Le modèle de Mélenchon, c’est Robespierre. Il déclarait, en 2013, à propos du jeu Assassin’s Creed Unity :
“Et celui qui est notre libérateur à un moment de la Révolution, car la Révolution dure longtemps, Robespierre est présenté comme un monstre. Robespierre a juste donné le droit de vote aux Juifs, a juste donné le droit de vote aux comédiens, a juste proposé le droit de vote des femmes et il s’est trouvé être l’un des responsables, ils étaient 15, 12 pardon, du Comité de salut public. Et donc on accable Robespierre parce que c’est la figure la plus allante de la Révolution.”

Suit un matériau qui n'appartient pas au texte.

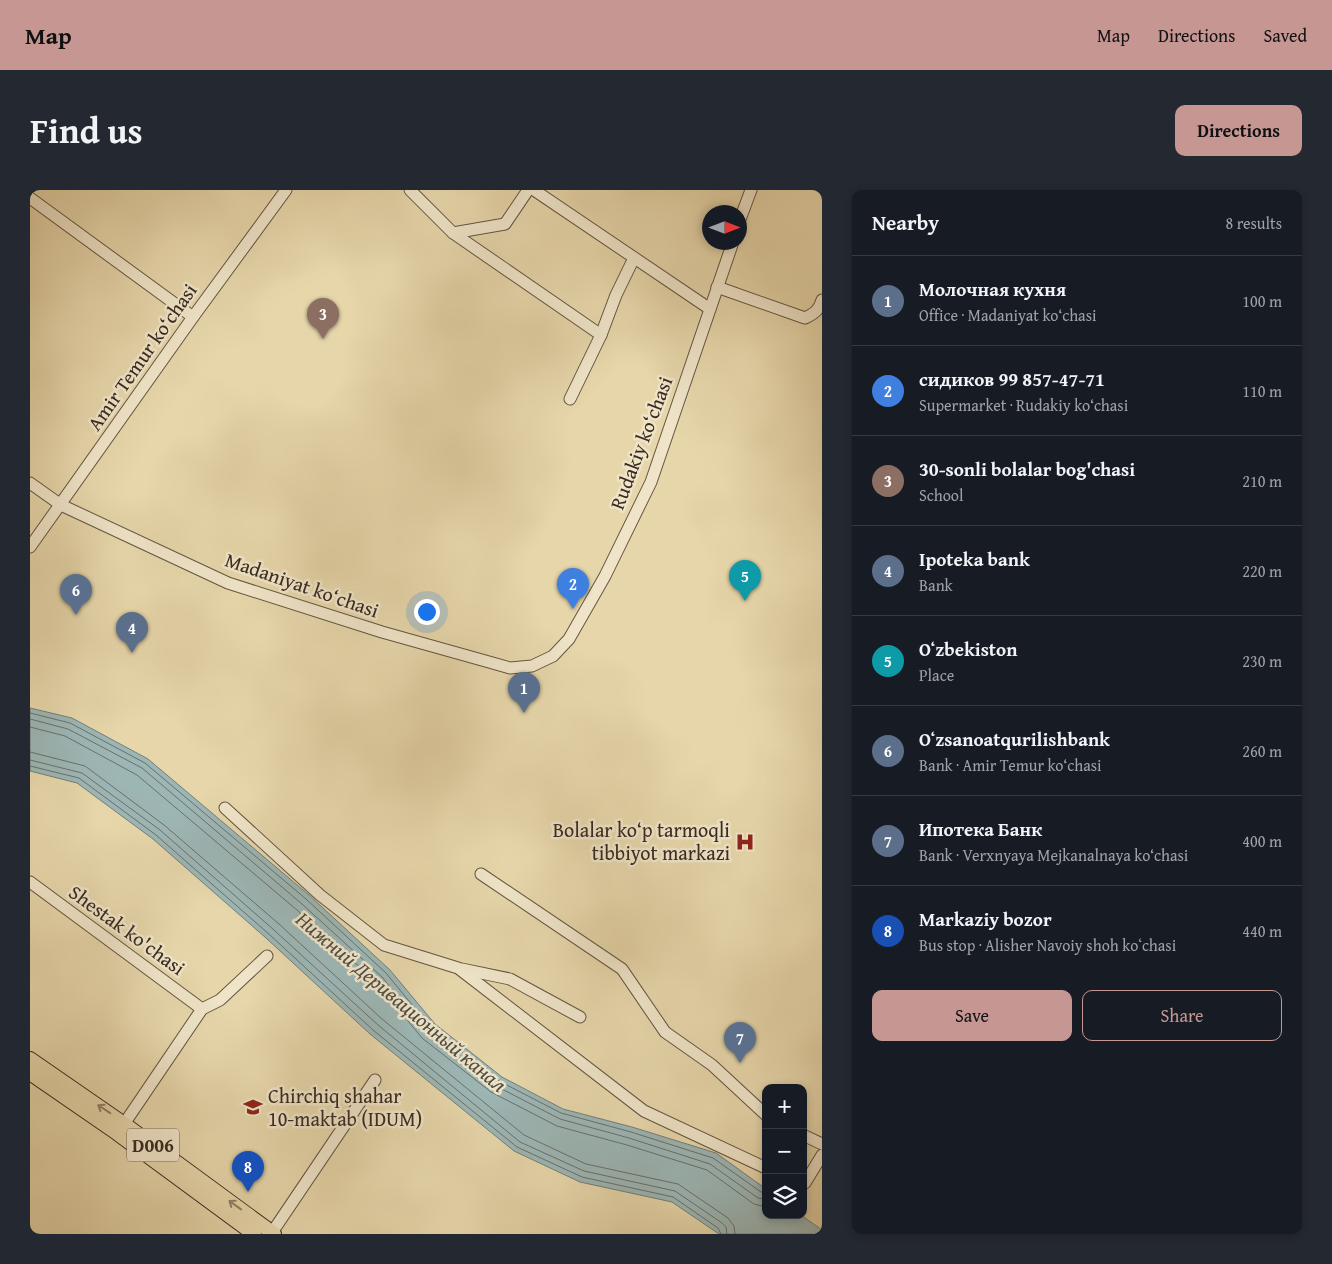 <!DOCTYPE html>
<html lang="en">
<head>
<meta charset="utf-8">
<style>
	:root { --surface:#171b24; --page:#242831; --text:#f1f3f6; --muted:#9ea1a6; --line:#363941; --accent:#c59692 }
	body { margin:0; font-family:"Gentium Book Plus",serif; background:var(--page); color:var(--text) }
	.controls { position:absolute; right:15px; bottom:15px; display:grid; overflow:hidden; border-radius:10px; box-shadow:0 2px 8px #0003 }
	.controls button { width:45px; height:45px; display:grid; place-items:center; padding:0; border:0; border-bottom:1px solid var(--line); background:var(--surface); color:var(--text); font:25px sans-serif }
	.compass { position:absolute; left:672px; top:15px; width:45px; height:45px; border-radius:50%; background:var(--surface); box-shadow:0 2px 8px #0003; rotate:90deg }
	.you { position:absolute; left:396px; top:421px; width:18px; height:18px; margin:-12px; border:4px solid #fff; border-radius:50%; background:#1a73e8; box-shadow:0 0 0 8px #1a73e833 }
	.badge { display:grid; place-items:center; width:32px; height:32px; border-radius:50%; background:var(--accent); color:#fff; font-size:16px; font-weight:700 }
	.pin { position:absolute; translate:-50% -41px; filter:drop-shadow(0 1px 2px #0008) }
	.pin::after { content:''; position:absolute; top:26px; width:18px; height:15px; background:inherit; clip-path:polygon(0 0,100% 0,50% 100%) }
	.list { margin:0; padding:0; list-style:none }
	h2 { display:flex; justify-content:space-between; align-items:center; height:65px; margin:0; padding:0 20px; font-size:21px }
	h2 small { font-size:16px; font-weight:400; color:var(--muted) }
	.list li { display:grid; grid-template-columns:32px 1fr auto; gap:15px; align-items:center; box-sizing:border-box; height:90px; padding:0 20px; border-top:1px solid var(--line) }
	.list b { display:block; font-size:19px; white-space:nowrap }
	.list p { margin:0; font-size:16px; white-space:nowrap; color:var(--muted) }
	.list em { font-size:16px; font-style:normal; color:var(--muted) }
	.actions { display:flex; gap:10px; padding:15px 20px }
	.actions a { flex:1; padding:11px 0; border:1px solid var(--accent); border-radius:10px; text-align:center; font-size:18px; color:var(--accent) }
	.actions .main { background:var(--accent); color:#111 }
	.icon { flex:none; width:28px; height:28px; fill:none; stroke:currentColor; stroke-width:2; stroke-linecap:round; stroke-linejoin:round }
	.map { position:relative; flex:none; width:792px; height:1044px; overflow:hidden; border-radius:10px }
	header { display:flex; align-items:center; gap:30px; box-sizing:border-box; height:70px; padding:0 25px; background:var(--accent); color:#111 }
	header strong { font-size:24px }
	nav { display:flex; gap:28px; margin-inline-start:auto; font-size:18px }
	.intro { display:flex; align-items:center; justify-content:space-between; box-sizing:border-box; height:120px; padding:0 30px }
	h1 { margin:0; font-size:35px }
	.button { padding:12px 22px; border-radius:10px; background:var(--accent); color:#111; font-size:18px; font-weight:700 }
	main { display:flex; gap:30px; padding:0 30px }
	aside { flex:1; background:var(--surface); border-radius:10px; box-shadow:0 2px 8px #0003 }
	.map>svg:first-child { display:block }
</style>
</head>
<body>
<header>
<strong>Map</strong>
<nav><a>Map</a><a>Directions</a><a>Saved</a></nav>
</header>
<div class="intro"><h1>Find us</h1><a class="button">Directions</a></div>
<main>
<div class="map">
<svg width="792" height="1044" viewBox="0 0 792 1044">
	<rect width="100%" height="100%" fill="#e6d6aa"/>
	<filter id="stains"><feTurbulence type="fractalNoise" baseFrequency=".004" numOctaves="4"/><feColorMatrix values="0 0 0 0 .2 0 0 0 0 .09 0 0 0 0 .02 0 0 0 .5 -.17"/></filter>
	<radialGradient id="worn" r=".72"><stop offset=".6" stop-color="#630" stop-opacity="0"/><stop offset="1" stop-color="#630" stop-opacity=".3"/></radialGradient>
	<path fill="#9cb6b5" stroke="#747e79" d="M 0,518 L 42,528 L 118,569 L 279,705 L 360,780 L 405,834 L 472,887 L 533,919 L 602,937 L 686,963 L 736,999 L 736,1025 L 771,1025 L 792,1040 L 792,1044 L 689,1044 L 642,1012 L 550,992 L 484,961 L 340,844 L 236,748 L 123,649 L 47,593 L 0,581 Z"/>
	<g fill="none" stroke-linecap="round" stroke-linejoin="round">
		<g stroke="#6a706a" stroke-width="1">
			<path d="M 0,523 L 40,533 L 115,573 L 276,709 L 356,783 L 401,838 L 469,891 L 531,923 L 601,942 L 683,968 L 731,1002 L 736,1003"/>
			<path d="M 0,529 L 38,539 L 112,578 L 272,714 L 352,787 L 397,843 L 466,896 L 530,929 L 599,948 L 680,974 L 728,1008 L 736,1009"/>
			<path d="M 0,537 L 35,546 L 107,585 L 267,720 L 346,792 L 392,848 L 461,902 L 527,936 L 597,955 L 677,980 L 724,1014 L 736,1017"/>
			<path d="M 0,562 L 55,576 L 134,635 L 249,734 L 352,829 L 494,945 L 556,974 L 648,994 L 698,1028 L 704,1036 L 705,1044"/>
			<path d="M 0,570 L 52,583 L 130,640 L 244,740 L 348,835 L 490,952 L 554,981 L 645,1001 L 692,1033 L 696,1037 L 697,1044"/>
			<path d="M 0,576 L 49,588 L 126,645 L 240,745 L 343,840 L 487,957 L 552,987 L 643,1007 L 688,1038 L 691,1044"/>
		</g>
		<g stroke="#645542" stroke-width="13">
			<g id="minor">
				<path d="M 380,0 L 423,43 L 571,145"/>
				<path d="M 504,0 L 680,119"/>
				<path d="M 0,8 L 163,127"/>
				<path d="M 709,32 L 721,0"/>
				<path d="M 423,43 L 475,34 L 498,0"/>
				<path d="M 687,97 L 775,128 C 784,124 789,120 792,110"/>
				<path d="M 540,209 L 571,145 L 586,105 L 604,68"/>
				<path d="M 0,293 L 31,315 L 198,393 L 352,442 L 459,472 L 480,478 L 502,476 L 523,466 L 539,449 L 575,386 L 621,292 L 703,52"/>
				<path d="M 0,357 L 163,127 L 256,0"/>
				<path d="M 195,618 L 290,705 L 354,755 L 428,778 L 614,921 L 736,978"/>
				<path d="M 451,684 L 592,779 L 635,842 L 682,875 L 736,925"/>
				<path d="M 0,692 L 172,819"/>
				<path d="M 432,779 L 480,789 L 550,827"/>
				<path d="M 94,934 L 172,819 L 190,810 L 237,766"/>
				<path d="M 773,945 L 792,954"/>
				<path d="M 773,992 L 775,993 L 792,965"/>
				<path d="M 241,1044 L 345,890"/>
			</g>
		</g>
		<g stroke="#382a20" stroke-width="16">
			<g id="major">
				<path d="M 0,869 L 94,934 L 244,1044"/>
				<path d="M 0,883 L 87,943 L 224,1044"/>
			</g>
		</g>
		<use href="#minor" stroke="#efe4c8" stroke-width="11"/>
		<use href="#major" stroke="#e6d6aa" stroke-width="14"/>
	</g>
	<defs><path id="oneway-shaft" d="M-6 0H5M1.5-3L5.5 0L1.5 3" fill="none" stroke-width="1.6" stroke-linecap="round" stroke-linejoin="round" transform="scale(1.25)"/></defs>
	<g stroke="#8f8065">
		<use href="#oneway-shaft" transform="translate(74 919) rotate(-146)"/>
		<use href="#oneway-shaft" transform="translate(205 1015) rotate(-144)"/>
	</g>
	<defs>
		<g id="hospital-bare" transform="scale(1.5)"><path d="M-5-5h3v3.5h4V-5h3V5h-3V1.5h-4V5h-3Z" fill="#8f2418" stroke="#efe4c8" stroke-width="2.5" paint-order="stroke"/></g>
		<g id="school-bare" transform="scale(1.5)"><path d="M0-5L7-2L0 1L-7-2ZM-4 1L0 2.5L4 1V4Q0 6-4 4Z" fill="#8f2418" stroke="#efe4c8" stroke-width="2.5" paint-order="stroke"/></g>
	</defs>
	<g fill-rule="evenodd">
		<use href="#hospital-bare" x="715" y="652"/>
		<use href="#school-bare" x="223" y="917"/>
	</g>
	<g text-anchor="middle" stroke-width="5" stroke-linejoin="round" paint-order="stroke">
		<rect fill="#efe4c8" stroke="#6f6252" stroke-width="1" x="97" y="938.5" width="52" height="33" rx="4"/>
		<g font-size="19" font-weight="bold" fill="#382a20">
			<text x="123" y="962">D006</text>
		</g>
		<g font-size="20" fill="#382a20" stroke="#efe4c8">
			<text transform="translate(112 167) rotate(-55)" y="7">Amir Temur ko‘chasi</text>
			<text transform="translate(611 253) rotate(-69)" y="7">Rudakiy ko‘chasi</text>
			<text transform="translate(272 395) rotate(19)" y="7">Madaniyat ko‘chasi</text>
			<text transform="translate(97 740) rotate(36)" y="7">Shestak ko'chasi</text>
		</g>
		<g font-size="20" fill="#382a20" stroke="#efe4c8" text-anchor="end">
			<text x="700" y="647">Bolalar ko‘p tarmoqli<tspan x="700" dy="23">tibbiyot markazi</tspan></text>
			<text x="238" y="913" text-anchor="start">Chirchiq shahar<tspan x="238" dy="23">10-maktab (IDUM)</tspan></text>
		</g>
		<g font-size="21" font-style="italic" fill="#514d45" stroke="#efe4c8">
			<text transform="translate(371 812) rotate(40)" y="7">Нижний Деривационный канал</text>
		</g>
	</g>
	<rect width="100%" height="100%" filter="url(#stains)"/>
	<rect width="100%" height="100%" fill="url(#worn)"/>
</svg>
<div class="controls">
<button>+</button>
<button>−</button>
<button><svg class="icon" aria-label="layers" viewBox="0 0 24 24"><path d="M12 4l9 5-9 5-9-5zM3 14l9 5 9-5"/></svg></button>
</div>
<svg class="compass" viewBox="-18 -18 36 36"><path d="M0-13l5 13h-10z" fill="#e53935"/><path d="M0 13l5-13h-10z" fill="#9ea1a6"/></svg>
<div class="you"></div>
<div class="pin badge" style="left:494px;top:523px;background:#5c6f8a">1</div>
<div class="pin badge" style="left:543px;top:419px;background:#3f7fe0">2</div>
<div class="pin badge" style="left:293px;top:149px;background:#8d6e63">3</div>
<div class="pin badge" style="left:102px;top:463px;background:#5c6f8a">4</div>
<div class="pin badge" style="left:715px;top:411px;background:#0f9aa8">5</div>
<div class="pin badge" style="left:46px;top:425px;background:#5c6f8a">6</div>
<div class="pin badge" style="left:710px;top:873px;background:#5c6f8a">7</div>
<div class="pin badge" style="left:218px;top:1002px;background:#1a4fb4">8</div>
</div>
<aside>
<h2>Nearby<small>8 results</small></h2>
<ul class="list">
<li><span class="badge" style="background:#5c6f8a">1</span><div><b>Молочная кухня</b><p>Office · Madaniyat ko‘chasi</p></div><em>100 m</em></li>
<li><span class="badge" style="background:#3f7fe0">2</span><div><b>сидиков 99 857-47-71</b><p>Supermarket · Rudakiy ko‘chasi</p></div><em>110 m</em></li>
<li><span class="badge" style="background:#8d6e63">3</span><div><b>30-sonli bolalar bog'chasi</b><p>School</p></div><em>210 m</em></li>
<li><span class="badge" style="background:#5c6f8a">4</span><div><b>Ipoteka bank</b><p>Bank</p></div><em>220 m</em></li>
<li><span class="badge" style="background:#0f9aa8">5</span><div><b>Oʻzbekiston</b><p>Place</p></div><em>230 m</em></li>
<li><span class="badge" style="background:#5c6f8a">6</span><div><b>Oʻzsanoatqurilishbank</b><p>Bank · Amir Temur ko‘chasi</p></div><em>260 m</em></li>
<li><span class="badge" style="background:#5c6f8a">7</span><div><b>Ипотека Банк</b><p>Bank · Verxnyaya Mejkanalnaya ko‘chasi</p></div><em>400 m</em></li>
<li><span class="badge" style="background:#1a4fb4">8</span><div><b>Markaziy bozor</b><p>Bus stop · Alisher Navoiy shoh koʻchasi</p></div><em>440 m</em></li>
</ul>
<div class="actions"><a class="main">Save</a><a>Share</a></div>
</aside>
</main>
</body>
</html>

La vertu est instrument de mesure, pas les droits de l’homme. Son modèle inversé, mais qui tente de s’inscrire aussi dans une démarche républicaine, c’est Marine Le Pen qui en tenant un discours nationaliste reste toutefois à l’intérieur de la question nationale.
« Au nom du peuple », son slogan est la promesse faite au peuple de servir d’étalon aux lois. Populisme et démagogie… de l’ancien.
Pour le candidat Fillon, c’est un tout autre refrain.
Il entretient la confusion en opposant à la laïcité la religion et parle d’identité chrétienne à propos de la France, discours usé qui manipule les peurs et se tient en dehors d’un lieu de paroles républicain.
Son combat est de récupérer un électorat ethnocentré, voire plus extrémiste. Cette volonté de valoriser la religion chrétienne a un sens bien précis.
C’est le choix de la charité contre la justice qui augure d’une mise à distance de la Déclaration des Droits de l’homme.
Tocqueville présentait deux types de charité :
« une qui porte chaque individu à soulager suivant ses moyens les maux qui se trouvent à sa portée» et « l’autre moins instinctive et souvent plus puissante qui pousse la société elle-même à s’occuper des malheurs de ses membres et à veiller systématiquement aux soulagement de leurs douleurs»
On a affaire avec Fillon à la première. Qui représente alors le second type ? Hamon.
Son slogan qui renvoie au coeur n’est pas sans faire écho à cette connaissance distincte de la raison toujours distincte de ce sentiment du coeur selon Pascal.
Réappropriation de ce qui est un effet de mode dénoncé par Yves Michaud dans son ouvrage, Contre la bienveillance (Éditions Stock).
Et que dit Macron ? Ses propos en Algérie où il affirme que la France a exporté ses Droits de l’homme mais oublié de les lire, a une dimension polémique mais aussi un sens politique : se démarquer des autres, certes, mais montrer que le débat politique est bien celui-ci.
Régression peureuse ? La question reste ouverte.
Maryse Emel
Maryse Emel est professeure de philosophie. Elle participe activement à des actions culturelles à Aubervilliers, en Seine-Saint-Denis, où elle défend une autre vision de ce que l’on désigne du terme de “banlieue”. Elle est également rédactrice à nonfiction.fr.